PANCHITA Y SU COMIDA CRIOLLA SE ATREVEN EN TERRITORIO NACIONAL

Dicen que es el restaurante favorito de Gastón Acurio, su creador. Panchita aterrizó en nuestro país hace algún tiempo con la mejor selección de su carta de comida criolla peruana, emulando además en sus paredes, al mismísimo restaurante de Perú.

Harta abundancia se ve en Panchita, con sazón de mar y tierra, creaciones de la jefa de cocina de su símil peruano, Martha Palacios, quien estuvo viajando constantemente a nuestra capital para asegurar una carta que logre la misma experiencia para los comensales chilenos.

¿Para comenzar? Una generosa Sangrona ($7.800) preparada con vino tinto, Zumo de naranja, piña, chicha morada y zumo de limón. Puro frescor en cada sorbo y un bello color de brebaje que conquista a la primera.

La comida de Panchita está pensada para compartir. Son platos grandes y coloridos los que llegan a la mesa de los comensales que, en este corto tiempo, han repletado el local, haciendo ver que cada propuesta que Acurio trae a nuestro país, es un completo éxito.

Dentro de los piqueos es imposible dejar pasar los anticuchos.

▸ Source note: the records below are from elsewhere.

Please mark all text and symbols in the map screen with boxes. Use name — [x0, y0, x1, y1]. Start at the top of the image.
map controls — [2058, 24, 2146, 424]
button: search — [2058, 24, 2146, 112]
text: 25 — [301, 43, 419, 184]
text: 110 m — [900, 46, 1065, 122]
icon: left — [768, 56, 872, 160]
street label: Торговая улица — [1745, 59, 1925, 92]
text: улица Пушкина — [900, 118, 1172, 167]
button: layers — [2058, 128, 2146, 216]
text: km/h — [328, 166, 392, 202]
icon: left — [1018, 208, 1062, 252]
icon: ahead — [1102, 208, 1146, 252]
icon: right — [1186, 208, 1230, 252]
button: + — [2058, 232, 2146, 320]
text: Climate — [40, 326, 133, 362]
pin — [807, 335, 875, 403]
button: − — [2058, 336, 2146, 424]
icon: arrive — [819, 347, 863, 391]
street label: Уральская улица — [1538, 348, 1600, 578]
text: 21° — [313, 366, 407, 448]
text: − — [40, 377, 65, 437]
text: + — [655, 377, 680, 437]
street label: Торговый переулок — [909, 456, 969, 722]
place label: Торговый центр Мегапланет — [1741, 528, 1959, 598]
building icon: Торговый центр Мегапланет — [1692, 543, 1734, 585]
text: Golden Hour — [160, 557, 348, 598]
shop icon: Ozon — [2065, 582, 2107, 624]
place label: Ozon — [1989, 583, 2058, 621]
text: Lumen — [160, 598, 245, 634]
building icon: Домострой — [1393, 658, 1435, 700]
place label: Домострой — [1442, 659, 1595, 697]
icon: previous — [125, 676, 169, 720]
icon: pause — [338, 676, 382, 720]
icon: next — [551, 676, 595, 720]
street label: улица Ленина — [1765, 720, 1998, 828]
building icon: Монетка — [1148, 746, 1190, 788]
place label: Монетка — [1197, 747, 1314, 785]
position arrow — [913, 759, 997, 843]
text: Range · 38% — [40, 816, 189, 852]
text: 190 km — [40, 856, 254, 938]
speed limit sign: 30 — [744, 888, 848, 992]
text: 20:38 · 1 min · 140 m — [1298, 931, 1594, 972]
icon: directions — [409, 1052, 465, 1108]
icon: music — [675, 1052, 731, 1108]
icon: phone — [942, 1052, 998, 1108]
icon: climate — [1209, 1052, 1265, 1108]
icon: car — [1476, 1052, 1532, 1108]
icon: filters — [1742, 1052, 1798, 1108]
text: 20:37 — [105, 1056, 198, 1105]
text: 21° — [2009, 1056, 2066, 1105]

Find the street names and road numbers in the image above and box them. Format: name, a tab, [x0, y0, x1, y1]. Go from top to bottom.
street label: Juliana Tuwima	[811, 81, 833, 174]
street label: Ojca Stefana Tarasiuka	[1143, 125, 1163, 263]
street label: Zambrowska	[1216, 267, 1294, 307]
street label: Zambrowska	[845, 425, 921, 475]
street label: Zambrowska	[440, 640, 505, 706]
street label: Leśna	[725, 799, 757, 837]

Sencillamente maravillosos. El de Corazón de Res ($9.800) es amable en boca, de sabor intenso, pero que no llega a molestar. El otro, de Pulpo ($11.800) está lleno de texturas y buena cocción. Cuesta que la gastronomía peruana falle en esto. Y ojo, que son bastante grandes ambos.

Por su parte el Rocoto Relleno ($14.800) seduce desde la entrada por su presentación tan monona. Por dentro se compone de carne y pastel de papa y si se mezcla todo al llevarlo a la boca, es realmente una delicia. Tenga cuidado con el picor.

Es importante -al menos para mi- mencionar la importancia que se le da a la presentación de la mesa y a la vajilla que se ocupa en Panchita, que logra hacernos viajar al país hermano y que no solo podamos sentir sus sabores, sino también su cultura. Dicho esto, me voy con los fondos.

Cito: «preparados con picardía y generosidad, servidos en porciones de las que pueden comer dos». Aquí comienzo con el Bitesck a la Sartén Montado ($16.800) cocinado en su jugo, con huevo, arroz, plátano y papas hilo. Podría parecer mucha cosa para una sola preparación, pero la verdad es que funciona muy bien. El huevo emulsiona, las papas entregan crocancia, la carne provechosa y el arroz, bueno es el arroz.

La Milanesa de Lomo Limeña ($15.800) acompañada de tallarines a la huancaína fue, sin duda, uno de mis favoritos de lo probado en Panchita. Es increíble como un plato tan simple puede ser tan rico. ¿Su secreto? Claramente el cariño, la preparación y los ingredientes de buena calidad. Un plato cálido en color y sabor que se disfruta con suavidad en la pasta y un sutil crunchi en el lomo.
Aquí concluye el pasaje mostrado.